As CEO of Provident Healthcare, alumnus Bill Nooning helms a network of care providers who put patients first.

Bill Nooning Founding a health-care company may seem like a stretch for someone with a background in accounting, but for Bill Nooning, his decision was rooted in a very personal – and painful – experience.

At 85, Nooning’s mother underwent quadruple bypass surgery – a particularly delicate age for such a major medical procedure. The real challenges came after the surgery, however. Nooning’s mother was admitted to a long-term acute care facility where a doctor told him, “She’s never going home. From our perspective, she’s going to be in long-term care for the rest of her life.” That statement contradicted what doctors had told Nooning at the original hospital.

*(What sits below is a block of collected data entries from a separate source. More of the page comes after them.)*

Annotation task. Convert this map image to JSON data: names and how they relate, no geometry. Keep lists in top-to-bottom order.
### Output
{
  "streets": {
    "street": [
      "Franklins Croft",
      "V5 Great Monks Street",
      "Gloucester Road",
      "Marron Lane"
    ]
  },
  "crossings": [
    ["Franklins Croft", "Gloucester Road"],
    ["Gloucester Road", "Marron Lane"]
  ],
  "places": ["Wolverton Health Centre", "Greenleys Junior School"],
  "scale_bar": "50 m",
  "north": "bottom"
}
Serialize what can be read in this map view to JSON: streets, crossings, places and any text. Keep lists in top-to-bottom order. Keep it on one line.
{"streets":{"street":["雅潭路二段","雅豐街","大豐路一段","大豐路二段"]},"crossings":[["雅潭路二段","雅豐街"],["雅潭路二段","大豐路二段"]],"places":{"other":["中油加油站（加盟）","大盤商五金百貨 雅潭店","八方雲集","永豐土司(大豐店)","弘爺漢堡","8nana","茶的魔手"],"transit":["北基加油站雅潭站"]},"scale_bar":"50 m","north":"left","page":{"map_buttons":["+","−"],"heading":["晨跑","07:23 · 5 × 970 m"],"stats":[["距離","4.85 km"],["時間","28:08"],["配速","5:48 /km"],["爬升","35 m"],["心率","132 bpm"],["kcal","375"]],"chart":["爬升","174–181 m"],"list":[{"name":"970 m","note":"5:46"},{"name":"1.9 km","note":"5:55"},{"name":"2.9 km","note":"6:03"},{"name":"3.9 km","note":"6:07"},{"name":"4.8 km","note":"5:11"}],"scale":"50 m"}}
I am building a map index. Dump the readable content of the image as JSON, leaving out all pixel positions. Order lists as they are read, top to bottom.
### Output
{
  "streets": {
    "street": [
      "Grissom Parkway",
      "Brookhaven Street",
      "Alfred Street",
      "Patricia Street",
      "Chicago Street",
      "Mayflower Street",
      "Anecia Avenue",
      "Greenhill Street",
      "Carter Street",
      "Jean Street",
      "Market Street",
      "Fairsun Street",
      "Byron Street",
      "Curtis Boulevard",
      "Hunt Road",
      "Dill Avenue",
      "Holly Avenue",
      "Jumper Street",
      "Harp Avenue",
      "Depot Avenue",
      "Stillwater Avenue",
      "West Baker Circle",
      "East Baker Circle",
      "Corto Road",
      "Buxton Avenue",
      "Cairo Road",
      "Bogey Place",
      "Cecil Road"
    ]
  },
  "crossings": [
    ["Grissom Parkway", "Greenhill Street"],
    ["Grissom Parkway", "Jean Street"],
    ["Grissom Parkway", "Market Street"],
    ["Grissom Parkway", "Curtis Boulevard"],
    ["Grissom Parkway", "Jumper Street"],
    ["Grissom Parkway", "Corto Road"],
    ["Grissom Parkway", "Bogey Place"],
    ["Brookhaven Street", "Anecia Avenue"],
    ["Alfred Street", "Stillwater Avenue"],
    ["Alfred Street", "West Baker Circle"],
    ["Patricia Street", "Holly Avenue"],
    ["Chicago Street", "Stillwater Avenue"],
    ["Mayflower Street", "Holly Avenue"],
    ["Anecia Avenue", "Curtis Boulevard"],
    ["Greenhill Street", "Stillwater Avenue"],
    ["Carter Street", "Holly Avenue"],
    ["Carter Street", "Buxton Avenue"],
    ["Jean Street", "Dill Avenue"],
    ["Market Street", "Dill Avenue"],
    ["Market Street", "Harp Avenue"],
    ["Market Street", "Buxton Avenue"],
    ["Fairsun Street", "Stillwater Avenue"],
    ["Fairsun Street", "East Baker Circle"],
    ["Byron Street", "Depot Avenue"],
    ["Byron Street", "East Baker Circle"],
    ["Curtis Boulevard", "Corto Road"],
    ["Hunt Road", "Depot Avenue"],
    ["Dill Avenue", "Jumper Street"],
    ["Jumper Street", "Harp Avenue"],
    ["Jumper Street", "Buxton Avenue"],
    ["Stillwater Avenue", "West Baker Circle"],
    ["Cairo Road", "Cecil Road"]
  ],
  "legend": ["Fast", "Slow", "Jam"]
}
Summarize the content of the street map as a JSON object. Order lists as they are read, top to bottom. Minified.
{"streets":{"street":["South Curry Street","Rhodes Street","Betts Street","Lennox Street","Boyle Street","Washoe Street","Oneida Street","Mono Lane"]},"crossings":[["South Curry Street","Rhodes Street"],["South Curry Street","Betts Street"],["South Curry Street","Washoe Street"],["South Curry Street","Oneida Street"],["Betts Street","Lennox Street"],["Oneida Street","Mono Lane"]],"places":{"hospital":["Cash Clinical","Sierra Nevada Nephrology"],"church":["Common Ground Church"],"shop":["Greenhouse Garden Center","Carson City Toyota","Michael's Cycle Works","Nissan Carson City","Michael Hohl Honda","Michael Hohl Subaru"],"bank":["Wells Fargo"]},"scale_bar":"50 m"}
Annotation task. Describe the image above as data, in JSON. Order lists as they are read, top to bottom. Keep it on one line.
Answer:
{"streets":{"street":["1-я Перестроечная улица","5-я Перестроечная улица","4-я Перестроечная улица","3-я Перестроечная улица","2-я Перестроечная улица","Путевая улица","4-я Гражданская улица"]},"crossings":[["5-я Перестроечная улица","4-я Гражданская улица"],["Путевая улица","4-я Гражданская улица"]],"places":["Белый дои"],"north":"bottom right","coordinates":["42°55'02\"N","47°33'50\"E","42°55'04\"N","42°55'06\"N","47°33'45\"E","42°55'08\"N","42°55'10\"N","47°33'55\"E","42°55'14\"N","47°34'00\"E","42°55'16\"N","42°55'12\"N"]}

“Without any communication between the various doctors along the way, you’re at the mercy of the system,” said Nooning a decade later. “When you leave one place of practice, they wash their hands of you.”

While in the long-term acute care hospital, Nooning’s mother was given an apparatus to help treat a leg wound she received as a result of the surgery. The apparatus was too large to work properly, something Nooning told the doctor and the staff. Despite numerous visits by different doctors daily, the device sat unused for two weeks, until Nooning’s mother passed away.

This experience served as a catalyst for Nooning’s establishment of Provident Healthcare in 2005. With a patient-centered approach to primary care, the physician network serves individuals in the Denver metropolitan area. Provident operates two clinics and provides care in skilled nursing and rehabilitation centers, assisted living facilities and at Swedish Medical Center. The network’s 11 physicians and care providers follow patients from the two clinics through the hospital to 10 skilled nursing and rehab centers. They have access to patients’ online medical records 24/7. They communicate.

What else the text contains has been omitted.